Again, not understanding all the inner workings of this, I need
something more to work with here.
Are you saying I should delete the ipxe directory, git clone again,
and then "make DEBUG=bnx2,tg3" then dd the ipxe.usb built from that?
I found the ipxe command line and pulled the config on 3 of the
systems I'm working with most. Their chip values are:
Dell: 82566dm-2 (Intel gig ethernet?)
MacBook Pro: ar5416 (Atheros? I think it's listing the wireless
instead of the ethernet since it seems to go through these in the
"wrong" order? Not sure how to pull "chip2" as it were...)

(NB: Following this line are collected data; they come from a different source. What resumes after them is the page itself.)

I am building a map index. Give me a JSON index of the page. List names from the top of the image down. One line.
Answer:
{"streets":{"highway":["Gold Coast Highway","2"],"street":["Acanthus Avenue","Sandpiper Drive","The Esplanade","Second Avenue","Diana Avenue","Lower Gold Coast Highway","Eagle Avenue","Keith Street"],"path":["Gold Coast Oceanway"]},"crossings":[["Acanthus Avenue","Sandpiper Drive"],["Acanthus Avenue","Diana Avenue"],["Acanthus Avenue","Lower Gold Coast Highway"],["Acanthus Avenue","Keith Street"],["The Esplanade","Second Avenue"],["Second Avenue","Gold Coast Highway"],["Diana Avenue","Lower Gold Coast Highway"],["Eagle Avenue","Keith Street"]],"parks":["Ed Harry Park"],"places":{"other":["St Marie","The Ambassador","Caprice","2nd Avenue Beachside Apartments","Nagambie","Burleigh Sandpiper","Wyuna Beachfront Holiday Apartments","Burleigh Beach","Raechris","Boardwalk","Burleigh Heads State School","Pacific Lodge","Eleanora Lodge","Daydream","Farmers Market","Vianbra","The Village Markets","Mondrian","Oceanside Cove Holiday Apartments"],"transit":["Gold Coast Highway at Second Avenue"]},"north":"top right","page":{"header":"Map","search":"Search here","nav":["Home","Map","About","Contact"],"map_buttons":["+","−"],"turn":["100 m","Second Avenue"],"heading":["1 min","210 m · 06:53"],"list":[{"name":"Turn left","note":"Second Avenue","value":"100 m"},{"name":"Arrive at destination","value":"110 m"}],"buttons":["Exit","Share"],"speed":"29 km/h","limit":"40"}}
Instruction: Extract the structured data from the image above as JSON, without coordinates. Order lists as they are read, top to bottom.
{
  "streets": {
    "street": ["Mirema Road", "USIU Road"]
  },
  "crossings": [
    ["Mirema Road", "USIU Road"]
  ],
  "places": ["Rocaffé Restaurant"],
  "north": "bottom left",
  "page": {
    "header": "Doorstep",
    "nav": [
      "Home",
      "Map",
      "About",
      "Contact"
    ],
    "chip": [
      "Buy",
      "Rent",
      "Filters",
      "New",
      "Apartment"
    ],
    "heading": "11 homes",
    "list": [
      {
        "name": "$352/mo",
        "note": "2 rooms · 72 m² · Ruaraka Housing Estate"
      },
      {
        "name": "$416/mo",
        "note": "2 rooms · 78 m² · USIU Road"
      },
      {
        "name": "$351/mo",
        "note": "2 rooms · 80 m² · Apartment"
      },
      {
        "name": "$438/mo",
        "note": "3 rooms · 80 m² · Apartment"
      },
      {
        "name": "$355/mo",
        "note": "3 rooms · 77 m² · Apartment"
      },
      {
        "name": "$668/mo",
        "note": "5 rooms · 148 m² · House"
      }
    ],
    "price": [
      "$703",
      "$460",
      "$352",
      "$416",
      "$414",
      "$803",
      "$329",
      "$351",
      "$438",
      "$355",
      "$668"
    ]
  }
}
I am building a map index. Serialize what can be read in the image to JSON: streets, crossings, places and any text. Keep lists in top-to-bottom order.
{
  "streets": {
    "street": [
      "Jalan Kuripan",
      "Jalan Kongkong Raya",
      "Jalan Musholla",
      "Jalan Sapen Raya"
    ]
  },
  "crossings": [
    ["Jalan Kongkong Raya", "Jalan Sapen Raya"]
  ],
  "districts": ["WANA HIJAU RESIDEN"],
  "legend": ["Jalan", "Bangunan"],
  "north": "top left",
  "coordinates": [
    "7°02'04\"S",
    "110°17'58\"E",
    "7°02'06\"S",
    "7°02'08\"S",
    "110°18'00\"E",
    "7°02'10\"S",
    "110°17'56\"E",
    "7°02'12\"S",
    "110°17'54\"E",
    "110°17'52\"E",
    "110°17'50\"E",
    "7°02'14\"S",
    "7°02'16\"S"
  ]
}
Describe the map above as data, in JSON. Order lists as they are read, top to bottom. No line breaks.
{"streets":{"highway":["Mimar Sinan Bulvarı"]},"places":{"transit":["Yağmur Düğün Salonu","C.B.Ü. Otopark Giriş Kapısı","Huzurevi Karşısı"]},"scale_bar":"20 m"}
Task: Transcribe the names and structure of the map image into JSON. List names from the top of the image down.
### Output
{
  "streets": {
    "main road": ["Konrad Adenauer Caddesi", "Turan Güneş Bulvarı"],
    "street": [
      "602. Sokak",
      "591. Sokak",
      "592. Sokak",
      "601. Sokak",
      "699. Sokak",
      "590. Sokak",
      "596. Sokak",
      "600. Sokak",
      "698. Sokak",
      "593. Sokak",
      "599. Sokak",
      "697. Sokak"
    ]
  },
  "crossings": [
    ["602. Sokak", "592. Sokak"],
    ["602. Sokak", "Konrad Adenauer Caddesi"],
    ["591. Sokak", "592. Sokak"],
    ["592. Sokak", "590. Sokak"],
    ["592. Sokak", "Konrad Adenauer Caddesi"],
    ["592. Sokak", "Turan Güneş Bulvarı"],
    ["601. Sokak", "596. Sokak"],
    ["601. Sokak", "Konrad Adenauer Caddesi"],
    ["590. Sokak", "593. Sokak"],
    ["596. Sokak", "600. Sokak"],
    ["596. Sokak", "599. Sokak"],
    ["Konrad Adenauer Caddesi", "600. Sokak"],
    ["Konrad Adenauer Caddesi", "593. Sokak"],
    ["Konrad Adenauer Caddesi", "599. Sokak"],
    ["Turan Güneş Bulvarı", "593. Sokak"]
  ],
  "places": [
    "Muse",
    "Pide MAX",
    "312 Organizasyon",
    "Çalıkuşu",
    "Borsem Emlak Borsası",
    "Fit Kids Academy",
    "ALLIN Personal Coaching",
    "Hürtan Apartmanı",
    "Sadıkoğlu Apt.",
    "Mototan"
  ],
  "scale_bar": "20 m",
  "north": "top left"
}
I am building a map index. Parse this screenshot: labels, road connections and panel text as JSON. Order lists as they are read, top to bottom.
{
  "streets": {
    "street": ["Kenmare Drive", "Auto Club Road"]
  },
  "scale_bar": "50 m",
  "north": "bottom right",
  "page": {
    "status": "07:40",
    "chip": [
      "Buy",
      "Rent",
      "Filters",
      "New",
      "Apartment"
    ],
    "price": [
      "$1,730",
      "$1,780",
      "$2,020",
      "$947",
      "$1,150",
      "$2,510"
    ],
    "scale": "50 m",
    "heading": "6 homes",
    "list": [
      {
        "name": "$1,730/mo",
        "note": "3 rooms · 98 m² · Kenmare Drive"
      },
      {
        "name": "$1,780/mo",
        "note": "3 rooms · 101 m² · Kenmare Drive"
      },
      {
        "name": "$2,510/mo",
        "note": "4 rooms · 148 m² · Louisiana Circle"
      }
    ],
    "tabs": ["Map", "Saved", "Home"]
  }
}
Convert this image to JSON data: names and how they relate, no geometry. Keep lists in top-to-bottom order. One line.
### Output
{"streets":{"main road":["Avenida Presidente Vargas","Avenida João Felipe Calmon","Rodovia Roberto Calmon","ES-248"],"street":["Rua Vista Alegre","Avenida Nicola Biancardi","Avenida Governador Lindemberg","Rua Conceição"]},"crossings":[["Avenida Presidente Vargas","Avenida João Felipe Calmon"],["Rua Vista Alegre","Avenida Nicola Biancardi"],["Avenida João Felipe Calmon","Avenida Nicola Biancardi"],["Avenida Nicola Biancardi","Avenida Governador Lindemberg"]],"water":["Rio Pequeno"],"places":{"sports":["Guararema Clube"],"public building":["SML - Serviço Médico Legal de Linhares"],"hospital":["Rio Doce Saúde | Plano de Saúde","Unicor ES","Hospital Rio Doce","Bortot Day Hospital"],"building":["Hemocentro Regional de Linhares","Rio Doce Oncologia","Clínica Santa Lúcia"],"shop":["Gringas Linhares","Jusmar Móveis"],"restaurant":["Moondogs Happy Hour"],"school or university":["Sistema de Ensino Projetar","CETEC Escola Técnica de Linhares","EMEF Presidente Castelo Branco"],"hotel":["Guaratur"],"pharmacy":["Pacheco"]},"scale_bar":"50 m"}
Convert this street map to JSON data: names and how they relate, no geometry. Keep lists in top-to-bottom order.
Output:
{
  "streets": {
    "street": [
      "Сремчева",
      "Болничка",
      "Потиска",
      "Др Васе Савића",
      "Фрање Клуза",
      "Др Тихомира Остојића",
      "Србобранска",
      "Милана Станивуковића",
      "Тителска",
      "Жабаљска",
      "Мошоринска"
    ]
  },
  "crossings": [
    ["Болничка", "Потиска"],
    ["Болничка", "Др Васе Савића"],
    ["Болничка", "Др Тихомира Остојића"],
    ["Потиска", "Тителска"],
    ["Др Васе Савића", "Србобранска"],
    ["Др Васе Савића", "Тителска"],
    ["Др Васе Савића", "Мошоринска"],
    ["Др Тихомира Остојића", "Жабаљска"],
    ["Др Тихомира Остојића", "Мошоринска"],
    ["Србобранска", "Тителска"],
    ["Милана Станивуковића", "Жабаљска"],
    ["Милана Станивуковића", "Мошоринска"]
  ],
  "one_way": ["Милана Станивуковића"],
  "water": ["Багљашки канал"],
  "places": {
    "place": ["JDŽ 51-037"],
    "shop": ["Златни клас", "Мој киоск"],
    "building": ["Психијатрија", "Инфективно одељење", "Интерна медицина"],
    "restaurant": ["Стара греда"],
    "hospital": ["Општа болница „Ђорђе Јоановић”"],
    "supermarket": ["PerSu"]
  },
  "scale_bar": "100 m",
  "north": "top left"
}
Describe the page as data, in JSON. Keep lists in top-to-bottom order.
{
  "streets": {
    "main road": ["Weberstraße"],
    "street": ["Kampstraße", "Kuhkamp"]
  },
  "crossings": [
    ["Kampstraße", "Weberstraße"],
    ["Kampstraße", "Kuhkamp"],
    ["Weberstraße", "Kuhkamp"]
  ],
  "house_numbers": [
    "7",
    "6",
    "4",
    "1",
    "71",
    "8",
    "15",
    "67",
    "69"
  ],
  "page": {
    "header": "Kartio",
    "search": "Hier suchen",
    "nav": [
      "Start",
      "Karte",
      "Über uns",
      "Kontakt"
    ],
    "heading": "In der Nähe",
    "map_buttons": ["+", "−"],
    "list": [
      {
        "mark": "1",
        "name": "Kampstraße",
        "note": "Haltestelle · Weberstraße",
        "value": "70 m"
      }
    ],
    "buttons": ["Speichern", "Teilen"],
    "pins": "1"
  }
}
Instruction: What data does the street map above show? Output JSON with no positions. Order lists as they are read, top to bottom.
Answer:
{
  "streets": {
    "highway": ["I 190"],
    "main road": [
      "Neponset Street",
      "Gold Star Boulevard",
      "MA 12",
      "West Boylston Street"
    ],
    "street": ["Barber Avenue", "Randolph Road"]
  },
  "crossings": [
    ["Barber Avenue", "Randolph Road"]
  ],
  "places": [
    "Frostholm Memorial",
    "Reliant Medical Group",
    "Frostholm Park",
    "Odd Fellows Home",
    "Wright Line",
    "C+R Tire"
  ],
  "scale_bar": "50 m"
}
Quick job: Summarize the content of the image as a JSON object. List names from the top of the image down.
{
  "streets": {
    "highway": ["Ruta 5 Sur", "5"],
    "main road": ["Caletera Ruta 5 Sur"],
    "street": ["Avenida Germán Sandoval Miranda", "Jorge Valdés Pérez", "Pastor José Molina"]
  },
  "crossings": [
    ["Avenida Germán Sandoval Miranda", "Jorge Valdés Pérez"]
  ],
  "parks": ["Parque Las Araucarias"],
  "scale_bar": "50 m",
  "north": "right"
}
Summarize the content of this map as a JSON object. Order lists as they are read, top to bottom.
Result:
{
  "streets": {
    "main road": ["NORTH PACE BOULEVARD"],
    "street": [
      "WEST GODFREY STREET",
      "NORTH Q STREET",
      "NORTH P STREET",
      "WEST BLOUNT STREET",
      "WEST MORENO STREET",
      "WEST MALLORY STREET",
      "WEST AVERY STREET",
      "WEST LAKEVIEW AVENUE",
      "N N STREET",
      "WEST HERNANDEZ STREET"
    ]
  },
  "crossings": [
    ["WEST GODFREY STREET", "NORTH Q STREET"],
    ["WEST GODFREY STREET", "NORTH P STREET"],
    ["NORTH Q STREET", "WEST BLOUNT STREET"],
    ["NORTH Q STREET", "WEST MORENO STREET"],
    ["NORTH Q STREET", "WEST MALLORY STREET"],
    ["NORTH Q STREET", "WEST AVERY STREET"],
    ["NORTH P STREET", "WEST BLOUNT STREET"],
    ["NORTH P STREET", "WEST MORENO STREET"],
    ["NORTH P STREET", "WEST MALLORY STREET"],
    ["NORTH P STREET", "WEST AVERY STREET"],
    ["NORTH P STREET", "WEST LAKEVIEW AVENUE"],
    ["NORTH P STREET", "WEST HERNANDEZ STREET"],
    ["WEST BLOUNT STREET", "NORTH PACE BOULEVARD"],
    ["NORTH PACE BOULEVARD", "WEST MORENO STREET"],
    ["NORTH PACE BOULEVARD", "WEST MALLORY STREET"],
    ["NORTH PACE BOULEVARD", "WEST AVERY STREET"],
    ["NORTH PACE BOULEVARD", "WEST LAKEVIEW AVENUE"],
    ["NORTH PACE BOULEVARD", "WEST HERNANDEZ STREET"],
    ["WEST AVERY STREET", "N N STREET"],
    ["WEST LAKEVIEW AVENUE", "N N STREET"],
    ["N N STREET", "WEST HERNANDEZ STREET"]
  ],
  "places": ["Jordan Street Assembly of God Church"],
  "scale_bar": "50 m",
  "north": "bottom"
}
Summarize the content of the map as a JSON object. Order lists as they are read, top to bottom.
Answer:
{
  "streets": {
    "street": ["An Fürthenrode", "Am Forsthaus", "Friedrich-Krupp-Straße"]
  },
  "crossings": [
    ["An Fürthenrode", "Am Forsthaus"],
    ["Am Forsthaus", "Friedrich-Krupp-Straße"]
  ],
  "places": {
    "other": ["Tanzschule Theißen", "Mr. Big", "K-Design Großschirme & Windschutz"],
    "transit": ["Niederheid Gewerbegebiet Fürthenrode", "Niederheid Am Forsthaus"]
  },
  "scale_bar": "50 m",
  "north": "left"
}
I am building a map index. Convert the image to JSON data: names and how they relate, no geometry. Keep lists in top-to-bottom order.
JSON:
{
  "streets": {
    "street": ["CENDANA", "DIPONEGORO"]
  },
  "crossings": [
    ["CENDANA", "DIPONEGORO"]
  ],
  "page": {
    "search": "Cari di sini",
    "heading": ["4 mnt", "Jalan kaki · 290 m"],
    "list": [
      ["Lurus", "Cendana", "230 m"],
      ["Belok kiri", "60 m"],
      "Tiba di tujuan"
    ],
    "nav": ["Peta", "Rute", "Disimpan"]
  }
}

Mac Mini: 14e4-16b4 (broadcom?)
The first thing is to start showing us what you're actually doing
instead of just talking about it. Details, details, details! To be able
to debug remotely we need logs, hardware details and descriptions of
your setup and what you're trying to do. It would also be useful to
understand what your end goal is, maybe you're going about it in the
wrong, or unoptimal, way.
Short of getting a camera and uploading a photo documentary somewhere
of what I'm doing, I'm not sure what you're asking for here (I can do
that if need be, just take a bit). I thought I had in my "talking"
given a lot of details about what I'm doing and working with, sorry if
it's not what you're looking for, it was all I knew to say. With such
a low level thing, and no readable file system, how are there any logs
that I could send and where are they? If you have specific questions
(like the chips above) or can tell me things you'd like me to do, I'm
happy to accommodate. To review though:
I have a WDS server set up with multiple boot images and restore
images working as desired when PXE booting Dell systems to deploy a
system image to them.
I'd like to be able to do this same thing but on our dual boot Mac
systems. Because EFI on a Mac has no PXE layer, I can't boot from the
WDS server natively. Google led me to gPXE, which works perfectly
from CD. So far so good.
To be more convenient, I wanted to use gPXE from a USB key rather than
have people deal with CDs both in bulk and speed. Also, some Mac
systems like the Air have no built in Cd drive. This is where it all
stopped.
gPXE doesn't work from USB as it does from CD.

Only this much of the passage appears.